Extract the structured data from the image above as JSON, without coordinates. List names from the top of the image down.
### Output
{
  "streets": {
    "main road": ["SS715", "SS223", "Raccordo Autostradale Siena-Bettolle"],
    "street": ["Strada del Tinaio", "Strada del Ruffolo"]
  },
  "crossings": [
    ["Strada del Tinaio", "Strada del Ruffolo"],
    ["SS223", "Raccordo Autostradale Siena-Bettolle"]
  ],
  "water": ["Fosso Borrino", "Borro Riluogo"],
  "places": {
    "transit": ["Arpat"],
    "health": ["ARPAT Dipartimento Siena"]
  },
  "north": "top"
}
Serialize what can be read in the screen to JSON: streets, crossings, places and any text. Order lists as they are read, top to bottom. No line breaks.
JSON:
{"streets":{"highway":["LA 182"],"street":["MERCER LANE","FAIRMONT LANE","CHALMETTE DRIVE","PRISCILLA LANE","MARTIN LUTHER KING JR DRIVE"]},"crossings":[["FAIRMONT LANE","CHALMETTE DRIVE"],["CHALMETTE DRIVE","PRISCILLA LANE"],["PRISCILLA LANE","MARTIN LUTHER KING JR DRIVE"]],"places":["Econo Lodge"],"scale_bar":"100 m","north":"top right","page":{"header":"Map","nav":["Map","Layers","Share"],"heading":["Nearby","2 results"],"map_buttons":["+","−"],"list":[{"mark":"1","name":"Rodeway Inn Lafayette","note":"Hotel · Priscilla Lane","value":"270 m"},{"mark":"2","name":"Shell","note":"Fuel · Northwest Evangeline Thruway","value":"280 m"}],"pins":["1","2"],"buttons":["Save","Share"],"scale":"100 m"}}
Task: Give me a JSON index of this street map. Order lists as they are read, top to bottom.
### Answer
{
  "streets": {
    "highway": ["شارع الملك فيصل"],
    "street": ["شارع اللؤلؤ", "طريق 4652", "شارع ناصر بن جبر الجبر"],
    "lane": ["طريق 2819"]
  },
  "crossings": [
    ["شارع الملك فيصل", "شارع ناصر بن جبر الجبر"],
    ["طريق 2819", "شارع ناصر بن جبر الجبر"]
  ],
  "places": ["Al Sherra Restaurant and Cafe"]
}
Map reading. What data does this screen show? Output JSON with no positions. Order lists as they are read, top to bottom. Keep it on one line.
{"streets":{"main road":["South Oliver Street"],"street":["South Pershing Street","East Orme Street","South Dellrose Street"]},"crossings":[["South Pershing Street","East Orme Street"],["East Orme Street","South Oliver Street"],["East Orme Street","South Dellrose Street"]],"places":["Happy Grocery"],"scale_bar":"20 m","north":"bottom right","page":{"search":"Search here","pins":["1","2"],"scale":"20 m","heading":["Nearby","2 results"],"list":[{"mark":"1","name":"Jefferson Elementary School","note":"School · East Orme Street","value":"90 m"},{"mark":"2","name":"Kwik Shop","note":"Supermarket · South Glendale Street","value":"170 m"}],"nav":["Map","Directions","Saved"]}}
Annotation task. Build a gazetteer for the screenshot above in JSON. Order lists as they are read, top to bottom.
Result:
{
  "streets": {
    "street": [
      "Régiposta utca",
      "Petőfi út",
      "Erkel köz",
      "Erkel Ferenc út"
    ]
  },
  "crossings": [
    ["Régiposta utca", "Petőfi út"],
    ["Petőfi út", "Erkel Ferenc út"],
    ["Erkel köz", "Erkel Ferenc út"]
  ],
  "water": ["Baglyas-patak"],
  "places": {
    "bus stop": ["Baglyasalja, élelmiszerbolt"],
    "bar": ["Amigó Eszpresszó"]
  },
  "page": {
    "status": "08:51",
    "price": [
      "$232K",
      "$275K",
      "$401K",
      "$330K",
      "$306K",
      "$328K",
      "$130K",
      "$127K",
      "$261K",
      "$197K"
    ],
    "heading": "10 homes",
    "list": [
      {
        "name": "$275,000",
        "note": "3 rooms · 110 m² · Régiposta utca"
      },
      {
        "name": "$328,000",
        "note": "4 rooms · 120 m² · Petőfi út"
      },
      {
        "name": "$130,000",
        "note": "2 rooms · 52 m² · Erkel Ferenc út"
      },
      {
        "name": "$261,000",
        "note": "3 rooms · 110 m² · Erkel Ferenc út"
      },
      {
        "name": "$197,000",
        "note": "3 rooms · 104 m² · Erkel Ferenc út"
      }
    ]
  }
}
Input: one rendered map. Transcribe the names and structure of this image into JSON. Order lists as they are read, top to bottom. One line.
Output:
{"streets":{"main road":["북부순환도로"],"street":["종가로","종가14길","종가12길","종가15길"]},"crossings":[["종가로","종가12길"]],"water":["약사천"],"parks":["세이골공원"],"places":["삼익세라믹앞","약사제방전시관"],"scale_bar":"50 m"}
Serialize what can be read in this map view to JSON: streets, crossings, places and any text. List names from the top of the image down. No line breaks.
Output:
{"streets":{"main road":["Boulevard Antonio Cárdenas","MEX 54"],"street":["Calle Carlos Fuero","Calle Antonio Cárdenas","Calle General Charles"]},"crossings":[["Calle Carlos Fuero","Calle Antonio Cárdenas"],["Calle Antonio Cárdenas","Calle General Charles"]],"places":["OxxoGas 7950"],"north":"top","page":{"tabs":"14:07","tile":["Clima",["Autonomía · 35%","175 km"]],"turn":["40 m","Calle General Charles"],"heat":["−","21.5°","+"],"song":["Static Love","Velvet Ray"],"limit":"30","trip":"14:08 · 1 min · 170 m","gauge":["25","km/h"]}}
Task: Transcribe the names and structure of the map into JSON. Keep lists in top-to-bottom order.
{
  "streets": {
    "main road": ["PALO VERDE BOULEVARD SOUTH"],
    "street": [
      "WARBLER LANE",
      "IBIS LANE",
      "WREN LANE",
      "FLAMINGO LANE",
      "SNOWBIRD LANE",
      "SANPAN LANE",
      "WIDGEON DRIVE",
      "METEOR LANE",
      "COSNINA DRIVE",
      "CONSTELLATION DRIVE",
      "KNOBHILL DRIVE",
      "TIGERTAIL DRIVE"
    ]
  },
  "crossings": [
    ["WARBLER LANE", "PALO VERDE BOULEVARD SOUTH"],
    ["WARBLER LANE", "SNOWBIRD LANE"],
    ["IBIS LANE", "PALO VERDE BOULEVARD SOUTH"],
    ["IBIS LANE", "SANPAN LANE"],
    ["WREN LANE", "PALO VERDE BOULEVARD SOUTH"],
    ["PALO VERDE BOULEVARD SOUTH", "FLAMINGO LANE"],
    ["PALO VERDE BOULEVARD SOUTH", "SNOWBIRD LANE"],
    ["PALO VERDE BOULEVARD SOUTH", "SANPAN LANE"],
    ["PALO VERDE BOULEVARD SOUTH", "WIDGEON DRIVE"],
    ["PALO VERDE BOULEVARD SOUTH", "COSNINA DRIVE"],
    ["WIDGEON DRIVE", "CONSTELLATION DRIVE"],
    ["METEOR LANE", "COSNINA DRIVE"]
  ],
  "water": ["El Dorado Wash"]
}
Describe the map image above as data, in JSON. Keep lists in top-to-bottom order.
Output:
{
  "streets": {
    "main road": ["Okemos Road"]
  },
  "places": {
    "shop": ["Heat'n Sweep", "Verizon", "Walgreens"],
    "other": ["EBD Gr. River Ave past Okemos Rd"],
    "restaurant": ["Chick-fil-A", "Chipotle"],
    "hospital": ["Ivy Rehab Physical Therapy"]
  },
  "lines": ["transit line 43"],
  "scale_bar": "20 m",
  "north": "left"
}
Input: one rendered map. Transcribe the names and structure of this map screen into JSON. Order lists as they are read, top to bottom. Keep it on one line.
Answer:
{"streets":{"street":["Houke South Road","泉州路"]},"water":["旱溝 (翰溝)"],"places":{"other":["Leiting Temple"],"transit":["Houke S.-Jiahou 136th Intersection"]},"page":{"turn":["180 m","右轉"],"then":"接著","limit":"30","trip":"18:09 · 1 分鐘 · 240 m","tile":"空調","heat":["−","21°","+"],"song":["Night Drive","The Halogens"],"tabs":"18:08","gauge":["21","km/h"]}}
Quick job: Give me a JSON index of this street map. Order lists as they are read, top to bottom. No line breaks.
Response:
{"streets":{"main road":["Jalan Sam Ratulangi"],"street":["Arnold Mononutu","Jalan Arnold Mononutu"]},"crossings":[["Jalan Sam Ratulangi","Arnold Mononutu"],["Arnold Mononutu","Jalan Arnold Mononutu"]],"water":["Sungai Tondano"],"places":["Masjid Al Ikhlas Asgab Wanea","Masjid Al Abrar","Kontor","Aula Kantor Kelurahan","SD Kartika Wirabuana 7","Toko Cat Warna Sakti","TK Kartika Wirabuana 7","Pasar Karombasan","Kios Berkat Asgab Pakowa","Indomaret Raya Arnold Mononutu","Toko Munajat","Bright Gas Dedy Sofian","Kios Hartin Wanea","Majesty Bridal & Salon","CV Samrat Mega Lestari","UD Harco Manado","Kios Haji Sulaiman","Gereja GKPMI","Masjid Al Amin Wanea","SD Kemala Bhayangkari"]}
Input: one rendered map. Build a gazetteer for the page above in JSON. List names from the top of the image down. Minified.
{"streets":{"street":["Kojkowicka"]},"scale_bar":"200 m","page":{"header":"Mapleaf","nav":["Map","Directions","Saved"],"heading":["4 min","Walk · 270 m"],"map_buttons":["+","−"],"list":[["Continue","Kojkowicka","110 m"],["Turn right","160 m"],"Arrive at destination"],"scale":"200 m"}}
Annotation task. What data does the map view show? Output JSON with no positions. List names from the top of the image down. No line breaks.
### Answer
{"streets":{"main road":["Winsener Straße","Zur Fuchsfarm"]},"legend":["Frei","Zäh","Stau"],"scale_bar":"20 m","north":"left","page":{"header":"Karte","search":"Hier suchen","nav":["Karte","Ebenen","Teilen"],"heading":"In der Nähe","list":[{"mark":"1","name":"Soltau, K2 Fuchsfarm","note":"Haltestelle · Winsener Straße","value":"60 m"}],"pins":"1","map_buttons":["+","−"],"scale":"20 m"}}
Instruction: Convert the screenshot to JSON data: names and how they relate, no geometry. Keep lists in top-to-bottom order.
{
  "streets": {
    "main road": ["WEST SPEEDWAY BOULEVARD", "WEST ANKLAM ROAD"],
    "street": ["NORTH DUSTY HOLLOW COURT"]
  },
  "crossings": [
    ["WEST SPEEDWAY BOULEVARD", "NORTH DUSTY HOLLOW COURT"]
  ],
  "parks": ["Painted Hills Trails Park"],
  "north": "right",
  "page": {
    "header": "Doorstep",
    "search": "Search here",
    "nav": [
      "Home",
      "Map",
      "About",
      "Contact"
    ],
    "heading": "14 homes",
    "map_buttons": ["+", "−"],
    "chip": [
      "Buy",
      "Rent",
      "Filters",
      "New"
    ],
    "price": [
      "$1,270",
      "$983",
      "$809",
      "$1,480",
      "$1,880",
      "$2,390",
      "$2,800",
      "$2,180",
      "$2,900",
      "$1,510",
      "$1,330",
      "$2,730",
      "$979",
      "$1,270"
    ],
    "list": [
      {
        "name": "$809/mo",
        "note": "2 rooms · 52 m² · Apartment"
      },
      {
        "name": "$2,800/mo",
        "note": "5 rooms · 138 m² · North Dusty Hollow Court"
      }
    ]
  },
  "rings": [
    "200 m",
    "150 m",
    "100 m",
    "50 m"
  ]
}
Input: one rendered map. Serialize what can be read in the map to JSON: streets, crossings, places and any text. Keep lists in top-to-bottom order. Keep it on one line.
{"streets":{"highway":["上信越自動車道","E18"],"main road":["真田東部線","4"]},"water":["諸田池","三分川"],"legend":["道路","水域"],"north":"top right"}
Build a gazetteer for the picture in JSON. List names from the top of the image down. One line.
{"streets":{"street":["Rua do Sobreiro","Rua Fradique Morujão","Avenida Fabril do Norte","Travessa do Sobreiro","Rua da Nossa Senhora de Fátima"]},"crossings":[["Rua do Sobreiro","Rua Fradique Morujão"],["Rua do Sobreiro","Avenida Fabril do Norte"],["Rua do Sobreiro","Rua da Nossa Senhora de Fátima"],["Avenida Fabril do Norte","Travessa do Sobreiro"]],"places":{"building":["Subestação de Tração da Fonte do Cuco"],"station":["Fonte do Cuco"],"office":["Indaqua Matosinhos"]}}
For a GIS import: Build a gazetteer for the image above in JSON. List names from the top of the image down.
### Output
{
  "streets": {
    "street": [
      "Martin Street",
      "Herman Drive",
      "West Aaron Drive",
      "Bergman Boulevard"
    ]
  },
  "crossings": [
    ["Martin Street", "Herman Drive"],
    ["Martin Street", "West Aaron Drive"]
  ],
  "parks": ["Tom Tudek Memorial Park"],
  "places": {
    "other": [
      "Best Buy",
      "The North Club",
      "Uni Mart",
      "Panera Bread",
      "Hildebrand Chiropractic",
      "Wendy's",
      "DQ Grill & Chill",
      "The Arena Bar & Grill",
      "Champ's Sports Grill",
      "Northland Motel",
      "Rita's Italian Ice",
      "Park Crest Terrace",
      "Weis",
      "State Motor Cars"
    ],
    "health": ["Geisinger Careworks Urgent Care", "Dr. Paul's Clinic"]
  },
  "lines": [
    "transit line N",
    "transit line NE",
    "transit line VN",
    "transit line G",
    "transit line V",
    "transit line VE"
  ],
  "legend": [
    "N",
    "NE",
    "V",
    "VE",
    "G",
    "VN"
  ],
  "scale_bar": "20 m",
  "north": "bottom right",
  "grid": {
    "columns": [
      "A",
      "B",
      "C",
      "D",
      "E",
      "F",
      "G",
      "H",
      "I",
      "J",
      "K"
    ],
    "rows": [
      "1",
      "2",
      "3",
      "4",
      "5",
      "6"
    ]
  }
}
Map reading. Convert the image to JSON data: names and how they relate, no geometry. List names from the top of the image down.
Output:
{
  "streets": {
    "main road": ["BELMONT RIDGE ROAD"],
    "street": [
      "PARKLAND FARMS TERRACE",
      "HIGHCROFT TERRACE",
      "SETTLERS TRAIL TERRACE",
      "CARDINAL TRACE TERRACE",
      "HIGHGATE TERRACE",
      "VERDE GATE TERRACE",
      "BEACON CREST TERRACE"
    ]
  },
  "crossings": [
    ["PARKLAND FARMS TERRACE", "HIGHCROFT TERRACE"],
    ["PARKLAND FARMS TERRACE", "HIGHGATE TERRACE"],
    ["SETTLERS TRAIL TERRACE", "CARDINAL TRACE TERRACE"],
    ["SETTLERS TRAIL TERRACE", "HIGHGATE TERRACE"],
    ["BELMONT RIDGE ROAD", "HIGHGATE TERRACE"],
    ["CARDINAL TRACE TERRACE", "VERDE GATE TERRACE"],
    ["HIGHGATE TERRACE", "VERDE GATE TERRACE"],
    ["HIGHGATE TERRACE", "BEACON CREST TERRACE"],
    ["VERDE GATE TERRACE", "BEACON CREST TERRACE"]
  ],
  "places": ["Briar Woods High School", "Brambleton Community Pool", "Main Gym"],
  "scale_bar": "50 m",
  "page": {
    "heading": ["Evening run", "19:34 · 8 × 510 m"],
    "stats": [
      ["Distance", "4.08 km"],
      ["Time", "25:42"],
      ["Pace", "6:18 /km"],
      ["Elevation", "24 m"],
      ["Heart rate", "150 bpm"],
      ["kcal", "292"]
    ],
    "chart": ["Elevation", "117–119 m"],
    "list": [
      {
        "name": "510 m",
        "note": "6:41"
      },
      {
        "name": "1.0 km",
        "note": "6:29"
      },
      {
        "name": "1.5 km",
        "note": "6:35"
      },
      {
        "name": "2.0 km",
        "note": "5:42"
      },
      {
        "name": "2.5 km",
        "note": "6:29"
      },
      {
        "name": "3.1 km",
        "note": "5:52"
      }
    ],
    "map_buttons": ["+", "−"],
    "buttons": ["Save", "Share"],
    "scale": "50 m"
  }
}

++++++++++

Across the records above, count the lines holding "view" and reply with that number alone.

RESPONSE TO THIS TASK: 2